Researchers have long recognized increased blood flow
to a particular brain area during a mental task as an
indicator that the area is involved in the task.
As
predicted, when subjects were given prior knowledge
of where the target might appear, activity increased
in the dorsal attention system. However, researchers
were surprised to find that activity also increased
in some of those same areas in trials where visual attention
was involuntarily directed by the brightly colored square.
The ventral attention system had its biggest
activity increase in trials where the target appeared
at an unexpected location, and subjects had to reorient
their attention. "We were surprised to see that
subjects use the dorsal attention system both when they
know where they want to look and when a bright object
involuntarily makes them look at it," Corbetta
says. "We were able to confirm that the ventral
attention system works like an alarm bell, telling people
something unexpected and important has just occurred
and is worthy of their attention."
Corbetta
and his colleagues compared the areas activated in their
research with prior studies of brain damage in stroke
patients with spatial neglect. They found that lesions
in stroke patients with spatial neglect closely matched
the location of the ventral attention areas activated
during stimulus-driven reorienting. "This
system is mostly centered in the right hemisphere of
the brain, and about 90 percent of the time, patients
with spatial neglect will have damage to the right hemisphere,"

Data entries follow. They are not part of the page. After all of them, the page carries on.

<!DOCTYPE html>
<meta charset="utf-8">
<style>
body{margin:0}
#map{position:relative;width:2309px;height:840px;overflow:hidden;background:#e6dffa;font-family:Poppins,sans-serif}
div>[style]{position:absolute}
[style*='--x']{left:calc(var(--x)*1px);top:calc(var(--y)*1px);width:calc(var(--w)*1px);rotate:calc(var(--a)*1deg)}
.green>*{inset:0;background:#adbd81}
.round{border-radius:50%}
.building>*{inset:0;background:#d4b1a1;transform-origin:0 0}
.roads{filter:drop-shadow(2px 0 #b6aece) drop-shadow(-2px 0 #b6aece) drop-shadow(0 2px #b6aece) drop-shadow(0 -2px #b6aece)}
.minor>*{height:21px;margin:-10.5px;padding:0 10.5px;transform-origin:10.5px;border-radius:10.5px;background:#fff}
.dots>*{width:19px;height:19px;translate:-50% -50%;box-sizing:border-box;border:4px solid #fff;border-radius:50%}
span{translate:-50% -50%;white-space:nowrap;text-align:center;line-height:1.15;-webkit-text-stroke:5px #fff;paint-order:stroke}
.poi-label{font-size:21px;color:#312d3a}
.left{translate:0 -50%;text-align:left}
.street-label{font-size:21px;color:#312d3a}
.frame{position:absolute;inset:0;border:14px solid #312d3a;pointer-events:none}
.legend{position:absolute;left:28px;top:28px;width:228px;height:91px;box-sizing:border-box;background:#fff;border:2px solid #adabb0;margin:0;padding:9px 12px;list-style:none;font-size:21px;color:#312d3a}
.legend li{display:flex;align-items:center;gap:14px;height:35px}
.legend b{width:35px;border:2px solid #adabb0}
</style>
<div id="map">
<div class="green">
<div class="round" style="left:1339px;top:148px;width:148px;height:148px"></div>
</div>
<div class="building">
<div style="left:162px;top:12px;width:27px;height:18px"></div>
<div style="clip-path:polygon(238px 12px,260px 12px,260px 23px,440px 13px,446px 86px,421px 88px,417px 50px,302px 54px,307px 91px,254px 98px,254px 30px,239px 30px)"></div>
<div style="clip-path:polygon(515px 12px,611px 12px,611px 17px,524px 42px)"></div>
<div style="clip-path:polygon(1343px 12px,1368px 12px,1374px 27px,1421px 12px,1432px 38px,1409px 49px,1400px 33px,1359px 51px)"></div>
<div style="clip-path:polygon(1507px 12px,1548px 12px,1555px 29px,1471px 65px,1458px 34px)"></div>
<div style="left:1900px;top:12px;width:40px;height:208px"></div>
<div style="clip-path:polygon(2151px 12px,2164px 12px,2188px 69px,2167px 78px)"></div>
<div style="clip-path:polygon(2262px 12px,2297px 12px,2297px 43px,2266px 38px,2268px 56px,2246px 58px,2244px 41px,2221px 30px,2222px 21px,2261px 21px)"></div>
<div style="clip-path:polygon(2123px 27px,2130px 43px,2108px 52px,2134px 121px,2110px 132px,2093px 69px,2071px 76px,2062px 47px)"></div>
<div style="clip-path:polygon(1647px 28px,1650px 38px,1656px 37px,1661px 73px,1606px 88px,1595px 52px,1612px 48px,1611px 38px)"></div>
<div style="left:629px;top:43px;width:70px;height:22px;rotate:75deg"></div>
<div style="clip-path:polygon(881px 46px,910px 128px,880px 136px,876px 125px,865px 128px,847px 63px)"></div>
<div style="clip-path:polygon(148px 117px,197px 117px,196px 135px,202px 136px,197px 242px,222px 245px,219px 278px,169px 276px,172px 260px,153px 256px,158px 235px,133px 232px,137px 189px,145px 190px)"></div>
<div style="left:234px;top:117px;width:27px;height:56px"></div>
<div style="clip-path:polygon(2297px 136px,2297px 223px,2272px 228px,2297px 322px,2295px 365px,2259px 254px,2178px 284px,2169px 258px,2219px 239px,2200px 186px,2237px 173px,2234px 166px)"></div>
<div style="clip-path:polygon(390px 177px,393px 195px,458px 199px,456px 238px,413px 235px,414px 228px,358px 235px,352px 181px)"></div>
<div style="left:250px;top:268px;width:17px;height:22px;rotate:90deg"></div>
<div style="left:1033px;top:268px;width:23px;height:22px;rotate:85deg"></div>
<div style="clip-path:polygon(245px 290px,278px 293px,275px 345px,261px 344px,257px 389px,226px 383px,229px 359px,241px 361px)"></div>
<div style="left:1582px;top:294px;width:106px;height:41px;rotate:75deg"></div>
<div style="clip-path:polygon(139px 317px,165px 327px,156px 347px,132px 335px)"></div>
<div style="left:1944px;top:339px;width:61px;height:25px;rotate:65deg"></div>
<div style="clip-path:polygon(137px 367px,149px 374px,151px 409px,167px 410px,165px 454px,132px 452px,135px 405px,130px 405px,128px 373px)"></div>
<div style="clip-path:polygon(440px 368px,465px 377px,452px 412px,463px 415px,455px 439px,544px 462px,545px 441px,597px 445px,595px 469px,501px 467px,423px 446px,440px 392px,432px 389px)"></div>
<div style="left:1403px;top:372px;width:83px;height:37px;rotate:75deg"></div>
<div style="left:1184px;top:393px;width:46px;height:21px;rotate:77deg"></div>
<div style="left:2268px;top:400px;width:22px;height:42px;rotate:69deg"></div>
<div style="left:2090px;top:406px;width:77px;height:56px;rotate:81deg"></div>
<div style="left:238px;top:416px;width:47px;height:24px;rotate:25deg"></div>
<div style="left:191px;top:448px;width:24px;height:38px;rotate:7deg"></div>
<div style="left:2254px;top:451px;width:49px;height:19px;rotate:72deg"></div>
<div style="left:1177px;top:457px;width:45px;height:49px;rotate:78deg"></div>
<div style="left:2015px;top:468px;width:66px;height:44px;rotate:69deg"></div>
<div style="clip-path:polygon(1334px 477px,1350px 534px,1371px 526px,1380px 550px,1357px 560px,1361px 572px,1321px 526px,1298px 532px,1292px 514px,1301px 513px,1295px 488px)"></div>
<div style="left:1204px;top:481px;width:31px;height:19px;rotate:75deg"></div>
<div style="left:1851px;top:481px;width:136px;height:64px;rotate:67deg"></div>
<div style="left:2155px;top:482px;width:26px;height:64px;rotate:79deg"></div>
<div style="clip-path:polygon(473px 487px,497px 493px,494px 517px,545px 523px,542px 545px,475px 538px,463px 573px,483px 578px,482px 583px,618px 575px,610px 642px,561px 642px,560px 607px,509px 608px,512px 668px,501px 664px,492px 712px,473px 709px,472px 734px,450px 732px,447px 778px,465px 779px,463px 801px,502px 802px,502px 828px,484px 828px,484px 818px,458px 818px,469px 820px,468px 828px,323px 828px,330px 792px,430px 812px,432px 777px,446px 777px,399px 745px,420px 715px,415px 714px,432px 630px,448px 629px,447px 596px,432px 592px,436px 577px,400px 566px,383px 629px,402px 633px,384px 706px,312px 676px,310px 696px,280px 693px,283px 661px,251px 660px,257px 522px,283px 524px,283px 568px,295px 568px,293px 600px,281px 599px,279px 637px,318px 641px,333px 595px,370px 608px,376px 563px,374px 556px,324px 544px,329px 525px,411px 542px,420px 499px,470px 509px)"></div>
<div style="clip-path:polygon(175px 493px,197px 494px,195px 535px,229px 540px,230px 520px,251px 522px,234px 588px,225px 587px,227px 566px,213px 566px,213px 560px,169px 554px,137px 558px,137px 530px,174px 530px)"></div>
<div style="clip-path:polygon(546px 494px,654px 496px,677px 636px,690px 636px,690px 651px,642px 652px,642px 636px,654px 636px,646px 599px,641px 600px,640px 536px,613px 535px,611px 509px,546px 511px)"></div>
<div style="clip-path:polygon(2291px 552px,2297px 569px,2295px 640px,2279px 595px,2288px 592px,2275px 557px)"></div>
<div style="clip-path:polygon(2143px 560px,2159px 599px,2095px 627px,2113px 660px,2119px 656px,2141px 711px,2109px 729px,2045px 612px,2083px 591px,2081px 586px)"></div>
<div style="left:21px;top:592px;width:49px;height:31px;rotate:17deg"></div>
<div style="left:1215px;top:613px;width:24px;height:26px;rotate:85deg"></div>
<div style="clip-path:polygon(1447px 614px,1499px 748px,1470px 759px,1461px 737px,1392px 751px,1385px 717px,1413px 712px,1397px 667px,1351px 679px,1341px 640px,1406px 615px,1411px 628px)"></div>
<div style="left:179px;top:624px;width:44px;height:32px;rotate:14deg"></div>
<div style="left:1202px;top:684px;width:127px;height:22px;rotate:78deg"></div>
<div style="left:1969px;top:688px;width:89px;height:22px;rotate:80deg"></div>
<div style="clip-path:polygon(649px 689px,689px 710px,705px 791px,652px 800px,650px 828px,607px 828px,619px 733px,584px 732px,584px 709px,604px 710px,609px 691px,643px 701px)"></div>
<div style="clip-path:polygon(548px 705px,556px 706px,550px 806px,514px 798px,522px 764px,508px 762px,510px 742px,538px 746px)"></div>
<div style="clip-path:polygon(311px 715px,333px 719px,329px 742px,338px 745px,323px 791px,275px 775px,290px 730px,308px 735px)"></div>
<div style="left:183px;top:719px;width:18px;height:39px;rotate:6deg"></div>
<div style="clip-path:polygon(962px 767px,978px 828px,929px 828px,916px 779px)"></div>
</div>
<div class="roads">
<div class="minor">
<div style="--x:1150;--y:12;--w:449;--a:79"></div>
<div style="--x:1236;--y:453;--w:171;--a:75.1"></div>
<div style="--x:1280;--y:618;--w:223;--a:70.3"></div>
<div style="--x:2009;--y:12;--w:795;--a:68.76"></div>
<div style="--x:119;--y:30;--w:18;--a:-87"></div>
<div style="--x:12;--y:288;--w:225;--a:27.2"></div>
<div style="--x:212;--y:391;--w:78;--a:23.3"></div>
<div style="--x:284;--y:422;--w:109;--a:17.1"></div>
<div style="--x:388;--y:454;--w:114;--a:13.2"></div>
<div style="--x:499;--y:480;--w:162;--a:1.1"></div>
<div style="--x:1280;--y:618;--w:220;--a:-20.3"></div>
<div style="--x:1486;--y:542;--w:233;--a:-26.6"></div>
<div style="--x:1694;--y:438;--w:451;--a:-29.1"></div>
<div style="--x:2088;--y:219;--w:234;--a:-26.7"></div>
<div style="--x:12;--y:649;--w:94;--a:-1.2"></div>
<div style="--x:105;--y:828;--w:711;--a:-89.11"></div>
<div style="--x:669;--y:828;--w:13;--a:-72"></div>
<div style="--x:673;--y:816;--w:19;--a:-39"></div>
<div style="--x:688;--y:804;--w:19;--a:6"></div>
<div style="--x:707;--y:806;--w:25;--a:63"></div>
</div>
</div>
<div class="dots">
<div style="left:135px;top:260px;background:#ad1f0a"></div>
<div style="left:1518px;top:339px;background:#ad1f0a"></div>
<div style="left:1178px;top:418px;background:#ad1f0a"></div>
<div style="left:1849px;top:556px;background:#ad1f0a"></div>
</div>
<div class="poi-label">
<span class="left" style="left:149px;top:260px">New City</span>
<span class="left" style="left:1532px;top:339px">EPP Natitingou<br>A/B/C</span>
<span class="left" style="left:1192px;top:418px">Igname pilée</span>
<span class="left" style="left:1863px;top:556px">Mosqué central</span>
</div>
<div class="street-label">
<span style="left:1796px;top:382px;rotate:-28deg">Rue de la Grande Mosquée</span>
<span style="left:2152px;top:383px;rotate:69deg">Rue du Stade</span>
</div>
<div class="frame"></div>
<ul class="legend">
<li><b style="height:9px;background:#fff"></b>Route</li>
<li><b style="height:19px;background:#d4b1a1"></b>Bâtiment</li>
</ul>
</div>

Corbetta says. "We think these lesions are damaging
the interactions between these two systems, and the
next challenge will be to understand how this happens."
Corbetta
and his colleagues currently are carrying out experiments
in patients with spatial neglect to determine the nature
of those interactions as a prelude to developing better
treatments. "For ten years now we have built
information based on the normal brain, and now we can
begin to take those ideas and start testing what happens
in stroke patients," he says. "If we can understand
the pathology, then we can devise a treatment."
Kincade
JM, Abrams RA, Astafiev SV, Shulman GL, Corbetta M.
An event-related functional magnetic resonance imaging
study of voluntary and stimulus-driven orienting of
attention. The Journal of Neuroscience, May 4, 2005.
Funding
from the National Institutes of Mental Health and the
McDonnell Foundation supported this research.